The story of the Tower of Babel has long served as a foundational myth for understanding the complexities of human language. In this ancient narrative, linguistic diversity emerges as both consequence and catalyst: a divine response to human ambition that results in fragmentation, misunderstanding, and dispersion. Yet despite its portrayal as a curse, Babel also invites a contemporary re‑examination of the generative possibilities inherent in linguistic multiplicity. In a globalised world—where cultural exchange, migration, and digital communication continually reshape our experiences of identity and belonging—the question arises anew: Is the diversity of languages ultimately a curse, or can it also be a cure or even a blessing?
Language is not merely a tool for communication; it is a medium through which identity is constructed, boundaries are drawn, and intimacy is negotiated. It marks inclusion and exclusion, signalling who is recognised as belonging and who remains other. From the early mother–child dyad, where the “mother tongue” becomes the first translator of the world, to organisational and societal structures in which accents, dialects, and linguistic proficiency shape authority and influence, language acts as a powerful organiser of conscious and unconscious group dynamics.
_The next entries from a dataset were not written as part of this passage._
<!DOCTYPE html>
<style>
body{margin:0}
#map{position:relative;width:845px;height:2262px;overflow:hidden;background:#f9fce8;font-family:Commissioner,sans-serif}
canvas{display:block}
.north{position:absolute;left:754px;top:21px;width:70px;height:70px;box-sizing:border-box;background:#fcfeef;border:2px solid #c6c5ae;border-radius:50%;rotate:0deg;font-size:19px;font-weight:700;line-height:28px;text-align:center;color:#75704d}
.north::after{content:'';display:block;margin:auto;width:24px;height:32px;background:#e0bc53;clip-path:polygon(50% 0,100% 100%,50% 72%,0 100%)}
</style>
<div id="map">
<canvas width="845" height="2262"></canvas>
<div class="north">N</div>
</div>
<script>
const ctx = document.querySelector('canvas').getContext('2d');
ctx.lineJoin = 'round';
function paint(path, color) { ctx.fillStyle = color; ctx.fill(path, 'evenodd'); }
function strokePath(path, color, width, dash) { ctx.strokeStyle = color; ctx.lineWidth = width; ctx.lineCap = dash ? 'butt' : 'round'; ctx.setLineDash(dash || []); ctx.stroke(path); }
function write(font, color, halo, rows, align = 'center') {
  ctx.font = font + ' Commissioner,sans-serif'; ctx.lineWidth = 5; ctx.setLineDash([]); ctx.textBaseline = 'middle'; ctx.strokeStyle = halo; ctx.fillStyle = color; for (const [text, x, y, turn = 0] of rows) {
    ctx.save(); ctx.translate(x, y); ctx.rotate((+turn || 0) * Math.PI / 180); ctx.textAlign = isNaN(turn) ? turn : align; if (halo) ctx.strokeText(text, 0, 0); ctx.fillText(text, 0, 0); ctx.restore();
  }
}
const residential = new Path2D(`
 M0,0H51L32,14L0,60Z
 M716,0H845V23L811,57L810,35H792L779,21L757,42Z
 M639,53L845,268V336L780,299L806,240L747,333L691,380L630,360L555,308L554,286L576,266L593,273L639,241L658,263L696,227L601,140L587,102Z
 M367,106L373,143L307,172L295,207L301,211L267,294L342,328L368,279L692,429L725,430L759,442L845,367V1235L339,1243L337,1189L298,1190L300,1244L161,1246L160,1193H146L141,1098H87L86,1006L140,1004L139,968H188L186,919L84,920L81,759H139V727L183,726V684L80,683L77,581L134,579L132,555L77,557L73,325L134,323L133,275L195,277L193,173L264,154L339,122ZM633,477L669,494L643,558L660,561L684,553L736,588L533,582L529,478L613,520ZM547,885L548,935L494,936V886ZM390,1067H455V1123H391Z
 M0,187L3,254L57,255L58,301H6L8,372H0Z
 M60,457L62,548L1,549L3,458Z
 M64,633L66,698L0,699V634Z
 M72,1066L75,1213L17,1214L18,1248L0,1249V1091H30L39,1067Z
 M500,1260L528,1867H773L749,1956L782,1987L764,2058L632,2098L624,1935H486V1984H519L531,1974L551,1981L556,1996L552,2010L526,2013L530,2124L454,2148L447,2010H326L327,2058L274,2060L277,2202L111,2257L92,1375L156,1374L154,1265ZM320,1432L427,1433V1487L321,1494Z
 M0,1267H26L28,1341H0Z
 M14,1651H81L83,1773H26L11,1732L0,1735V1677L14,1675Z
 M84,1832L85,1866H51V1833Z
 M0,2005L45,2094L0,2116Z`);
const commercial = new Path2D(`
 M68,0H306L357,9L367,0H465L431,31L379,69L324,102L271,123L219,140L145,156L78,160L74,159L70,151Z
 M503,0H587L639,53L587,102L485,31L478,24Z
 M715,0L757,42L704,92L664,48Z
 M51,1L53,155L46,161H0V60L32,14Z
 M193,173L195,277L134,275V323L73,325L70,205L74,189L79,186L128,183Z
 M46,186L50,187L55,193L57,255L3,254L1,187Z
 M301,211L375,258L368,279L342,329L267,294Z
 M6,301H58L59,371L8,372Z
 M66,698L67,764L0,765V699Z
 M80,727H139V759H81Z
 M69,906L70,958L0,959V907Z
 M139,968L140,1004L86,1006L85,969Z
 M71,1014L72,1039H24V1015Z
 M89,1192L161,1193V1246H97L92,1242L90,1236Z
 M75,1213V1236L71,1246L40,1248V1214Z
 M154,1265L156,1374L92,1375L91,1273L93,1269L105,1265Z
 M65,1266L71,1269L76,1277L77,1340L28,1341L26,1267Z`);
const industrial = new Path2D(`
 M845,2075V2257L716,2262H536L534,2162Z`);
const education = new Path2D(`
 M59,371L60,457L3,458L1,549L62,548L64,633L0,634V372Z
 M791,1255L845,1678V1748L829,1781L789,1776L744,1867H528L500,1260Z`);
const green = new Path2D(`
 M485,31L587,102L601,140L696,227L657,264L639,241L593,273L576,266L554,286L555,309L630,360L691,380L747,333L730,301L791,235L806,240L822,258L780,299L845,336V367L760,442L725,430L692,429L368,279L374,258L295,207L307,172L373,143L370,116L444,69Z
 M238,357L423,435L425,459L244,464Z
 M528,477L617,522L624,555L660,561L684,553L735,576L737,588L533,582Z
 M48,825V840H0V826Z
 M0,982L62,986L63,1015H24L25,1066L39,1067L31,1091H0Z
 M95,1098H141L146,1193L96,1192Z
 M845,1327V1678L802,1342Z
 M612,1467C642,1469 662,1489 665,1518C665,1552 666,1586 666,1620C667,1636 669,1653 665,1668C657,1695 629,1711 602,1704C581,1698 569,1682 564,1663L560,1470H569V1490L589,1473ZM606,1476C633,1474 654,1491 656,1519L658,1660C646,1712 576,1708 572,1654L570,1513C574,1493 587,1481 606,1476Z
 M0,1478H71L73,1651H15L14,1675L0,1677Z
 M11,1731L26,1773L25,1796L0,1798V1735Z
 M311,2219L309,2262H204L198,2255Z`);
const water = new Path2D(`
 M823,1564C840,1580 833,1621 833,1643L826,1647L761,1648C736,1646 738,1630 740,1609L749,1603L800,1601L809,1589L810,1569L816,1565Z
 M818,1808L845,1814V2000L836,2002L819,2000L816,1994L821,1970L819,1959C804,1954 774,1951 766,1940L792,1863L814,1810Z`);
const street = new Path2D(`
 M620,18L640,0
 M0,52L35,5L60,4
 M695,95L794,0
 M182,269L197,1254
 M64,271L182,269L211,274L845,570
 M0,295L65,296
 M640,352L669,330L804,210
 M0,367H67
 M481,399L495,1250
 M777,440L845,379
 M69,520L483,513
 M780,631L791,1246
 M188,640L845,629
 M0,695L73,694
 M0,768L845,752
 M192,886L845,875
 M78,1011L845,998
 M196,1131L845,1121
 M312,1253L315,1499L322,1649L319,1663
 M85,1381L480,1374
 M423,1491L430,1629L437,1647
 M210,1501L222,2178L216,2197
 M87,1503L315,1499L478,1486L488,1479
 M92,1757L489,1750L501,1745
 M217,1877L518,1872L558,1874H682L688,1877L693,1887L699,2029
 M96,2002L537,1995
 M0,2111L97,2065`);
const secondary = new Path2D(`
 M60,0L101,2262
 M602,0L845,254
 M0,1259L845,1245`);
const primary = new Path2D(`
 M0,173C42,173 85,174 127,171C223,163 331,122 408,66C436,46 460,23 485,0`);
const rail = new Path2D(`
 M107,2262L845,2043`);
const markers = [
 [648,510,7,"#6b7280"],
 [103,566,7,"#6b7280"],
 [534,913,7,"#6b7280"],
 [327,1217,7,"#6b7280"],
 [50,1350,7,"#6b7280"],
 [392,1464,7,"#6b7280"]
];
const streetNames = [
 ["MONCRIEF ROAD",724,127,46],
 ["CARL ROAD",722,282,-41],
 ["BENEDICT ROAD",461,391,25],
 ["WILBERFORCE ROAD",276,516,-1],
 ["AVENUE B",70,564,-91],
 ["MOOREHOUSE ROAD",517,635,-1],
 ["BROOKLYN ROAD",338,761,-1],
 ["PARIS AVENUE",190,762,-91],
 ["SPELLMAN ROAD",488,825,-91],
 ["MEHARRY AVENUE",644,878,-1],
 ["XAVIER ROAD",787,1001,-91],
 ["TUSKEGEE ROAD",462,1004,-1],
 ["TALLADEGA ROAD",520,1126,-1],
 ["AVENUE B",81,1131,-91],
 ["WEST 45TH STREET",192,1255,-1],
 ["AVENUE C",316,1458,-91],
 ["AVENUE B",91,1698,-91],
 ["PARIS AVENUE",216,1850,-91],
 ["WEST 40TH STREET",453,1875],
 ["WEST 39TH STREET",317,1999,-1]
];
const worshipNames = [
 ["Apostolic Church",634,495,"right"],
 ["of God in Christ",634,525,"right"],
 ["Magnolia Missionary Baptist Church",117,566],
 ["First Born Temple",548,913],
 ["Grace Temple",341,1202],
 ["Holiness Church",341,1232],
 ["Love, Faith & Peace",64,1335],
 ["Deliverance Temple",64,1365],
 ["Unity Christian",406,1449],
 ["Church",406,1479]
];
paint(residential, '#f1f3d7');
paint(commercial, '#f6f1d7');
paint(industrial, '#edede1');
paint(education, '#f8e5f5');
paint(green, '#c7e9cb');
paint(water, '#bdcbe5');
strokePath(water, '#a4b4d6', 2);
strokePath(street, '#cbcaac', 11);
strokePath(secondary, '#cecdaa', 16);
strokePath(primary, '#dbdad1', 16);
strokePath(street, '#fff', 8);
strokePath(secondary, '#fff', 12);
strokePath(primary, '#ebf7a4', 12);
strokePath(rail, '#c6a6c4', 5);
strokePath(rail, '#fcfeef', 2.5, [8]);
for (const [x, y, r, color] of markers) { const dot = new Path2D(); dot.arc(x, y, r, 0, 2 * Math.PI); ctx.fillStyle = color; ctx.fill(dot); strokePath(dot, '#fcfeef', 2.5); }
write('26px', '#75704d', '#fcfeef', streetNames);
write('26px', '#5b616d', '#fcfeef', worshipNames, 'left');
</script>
In socio‑analytic and psycho‑social contexts, the use of non‑native languages introduces layers of vulnerability, projection, dependency, and shame—alongside opportunities for connection, creativity, and expanded understanding.
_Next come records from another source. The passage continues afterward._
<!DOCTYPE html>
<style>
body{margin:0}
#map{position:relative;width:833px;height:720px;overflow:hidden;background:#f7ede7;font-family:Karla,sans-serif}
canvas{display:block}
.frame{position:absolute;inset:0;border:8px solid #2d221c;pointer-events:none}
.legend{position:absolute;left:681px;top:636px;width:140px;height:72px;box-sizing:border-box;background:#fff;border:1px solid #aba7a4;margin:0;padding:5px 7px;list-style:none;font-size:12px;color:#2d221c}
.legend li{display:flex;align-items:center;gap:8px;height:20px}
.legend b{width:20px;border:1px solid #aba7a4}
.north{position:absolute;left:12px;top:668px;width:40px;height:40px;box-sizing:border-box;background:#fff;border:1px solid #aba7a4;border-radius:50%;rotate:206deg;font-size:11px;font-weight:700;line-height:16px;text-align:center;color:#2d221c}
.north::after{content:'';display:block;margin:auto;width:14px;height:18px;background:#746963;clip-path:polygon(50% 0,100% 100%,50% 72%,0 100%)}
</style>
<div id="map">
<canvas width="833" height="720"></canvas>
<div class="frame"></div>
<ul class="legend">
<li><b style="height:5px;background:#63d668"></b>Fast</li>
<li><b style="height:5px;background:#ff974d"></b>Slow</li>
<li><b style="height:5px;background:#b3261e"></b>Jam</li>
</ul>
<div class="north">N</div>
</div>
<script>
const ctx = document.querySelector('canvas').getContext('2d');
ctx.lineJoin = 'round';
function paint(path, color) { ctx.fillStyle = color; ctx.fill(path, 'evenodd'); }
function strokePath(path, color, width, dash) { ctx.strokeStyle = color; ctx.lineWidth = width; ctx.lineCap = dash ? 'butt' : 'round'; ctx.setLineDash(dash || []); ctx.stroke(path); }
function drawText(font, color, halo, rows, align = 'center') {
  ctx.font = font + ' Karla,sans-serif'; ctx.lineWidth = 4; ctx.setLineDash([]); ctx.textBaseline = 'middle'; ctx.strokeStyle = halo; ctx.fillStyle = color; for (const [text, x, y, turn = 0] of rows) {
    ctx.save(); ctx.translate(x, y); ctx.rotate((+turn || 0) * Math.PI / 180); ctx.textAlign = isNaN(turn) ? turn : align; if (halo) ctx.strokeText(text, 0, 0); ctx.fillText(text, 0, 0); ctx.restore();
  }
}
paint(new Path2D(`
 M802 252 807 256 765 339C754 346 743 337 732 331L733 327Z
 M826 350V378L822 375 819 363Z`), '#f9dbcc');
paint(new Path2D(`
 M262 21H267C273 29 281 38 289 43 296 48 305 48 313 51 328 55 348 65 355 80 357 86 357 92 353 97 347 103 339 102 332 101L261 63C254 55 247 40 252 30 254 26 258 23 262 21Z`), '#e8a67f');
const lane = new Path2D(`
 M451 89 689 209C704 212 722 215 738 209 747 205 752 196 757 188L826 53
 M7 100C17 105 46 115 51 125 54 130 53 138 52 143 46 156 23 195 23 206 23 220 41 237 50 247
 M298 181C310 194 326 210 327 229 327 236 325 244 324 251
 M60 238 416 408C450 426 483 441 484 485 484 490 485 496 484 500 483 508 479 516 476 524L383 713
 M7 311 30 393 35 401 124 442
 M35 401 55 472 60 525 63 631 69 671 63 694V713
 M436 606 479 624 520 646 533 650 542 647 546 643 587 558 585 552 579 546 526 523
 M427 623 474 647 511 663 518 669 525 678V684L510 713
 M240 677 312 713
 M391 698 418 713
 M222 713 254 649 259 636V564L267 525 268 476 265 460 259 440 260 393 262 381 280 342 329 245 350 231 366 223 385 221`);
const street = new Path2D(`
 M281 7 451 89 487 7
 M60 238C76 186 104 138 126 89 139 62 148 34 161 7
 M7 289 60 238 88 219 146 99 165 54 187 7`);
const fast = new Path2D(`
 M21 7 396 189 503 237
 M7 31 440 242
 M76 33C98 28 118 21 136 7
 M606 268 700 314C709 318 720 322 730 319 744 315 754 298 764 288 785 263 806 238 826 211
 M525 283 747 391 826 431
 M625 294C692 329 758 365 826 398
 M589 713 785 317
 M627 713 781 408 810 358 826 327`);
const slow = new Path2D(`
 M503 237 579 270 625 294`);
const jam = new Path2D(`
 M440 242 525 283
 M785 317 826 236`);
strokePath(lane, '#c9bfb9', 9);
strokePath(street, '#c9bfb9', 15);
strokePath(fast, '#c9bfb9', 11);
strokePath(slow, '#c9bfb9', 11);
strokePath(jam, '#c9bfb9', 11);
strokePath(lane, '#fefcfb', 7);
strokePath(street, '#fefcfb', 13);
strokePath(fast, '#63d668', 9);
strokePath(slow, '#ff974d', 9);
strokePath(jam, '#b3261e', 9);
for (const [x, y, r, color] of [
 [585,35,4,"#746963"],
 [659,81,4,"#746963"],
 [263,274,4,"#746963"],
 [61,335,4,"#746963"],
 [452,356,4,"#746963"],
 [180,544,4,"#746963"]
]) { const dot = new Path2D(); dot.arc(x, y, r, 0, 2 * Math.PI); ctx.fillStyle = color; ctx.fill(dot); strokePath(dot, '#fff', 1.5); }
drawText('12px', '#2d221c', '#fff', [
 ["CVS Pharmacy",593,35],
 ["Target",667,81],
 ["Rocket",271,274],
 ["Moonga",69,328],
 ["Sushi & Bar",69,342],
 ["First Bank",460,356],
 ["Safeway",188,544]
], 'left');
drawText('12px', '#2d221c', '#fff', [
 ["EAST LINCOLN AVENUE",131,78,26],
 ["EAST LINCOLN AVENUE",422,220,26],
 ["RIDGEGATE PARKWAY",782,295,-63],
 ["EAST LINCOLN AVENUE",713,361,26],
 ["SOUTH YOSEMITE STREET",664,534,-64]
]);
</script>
At the same time, multilingual environments reveal the ways in which communication serves functions beyond information exchange. They expose anxieties around power, authenticity, and trust; they challenge the management of boundaries; and they surface tensions between assimilation and the preservation of difference. The role of translators, forming a liminal space—formal or informal, cultural or organisational—becomes crucial in mediating these dynamics. Emerging technologies such as AI‑based language models now participate in this shrinking transitional space, complicating traditional notions of authority, social relatedness and co-creation of meaning.
This paper explores how linguistic diversity manifests within group relations, particularly in international organisational settings such as the ISPSO community. Drawing on workshop-generated narratives and socio‑analytic methodology, we investigate how language shapes experiences of belonging, othering, regression, stress, and intimacy. Rather than framing Babel solely as a myth of fragmentation, we examine how linguistic differences can also serve as a container for new forms of connection, creativity, and collective understanding.
Ultimately, we ask: What does linguistic diversity activate in groups and individuals—and how can it hinder or enable the work of thinking, relating, and leading across cultures? In doing so, we aim to illuminate the psychological undercurrents of multilingual environments and to consider how language may function not only as a boundary but also as a bridge.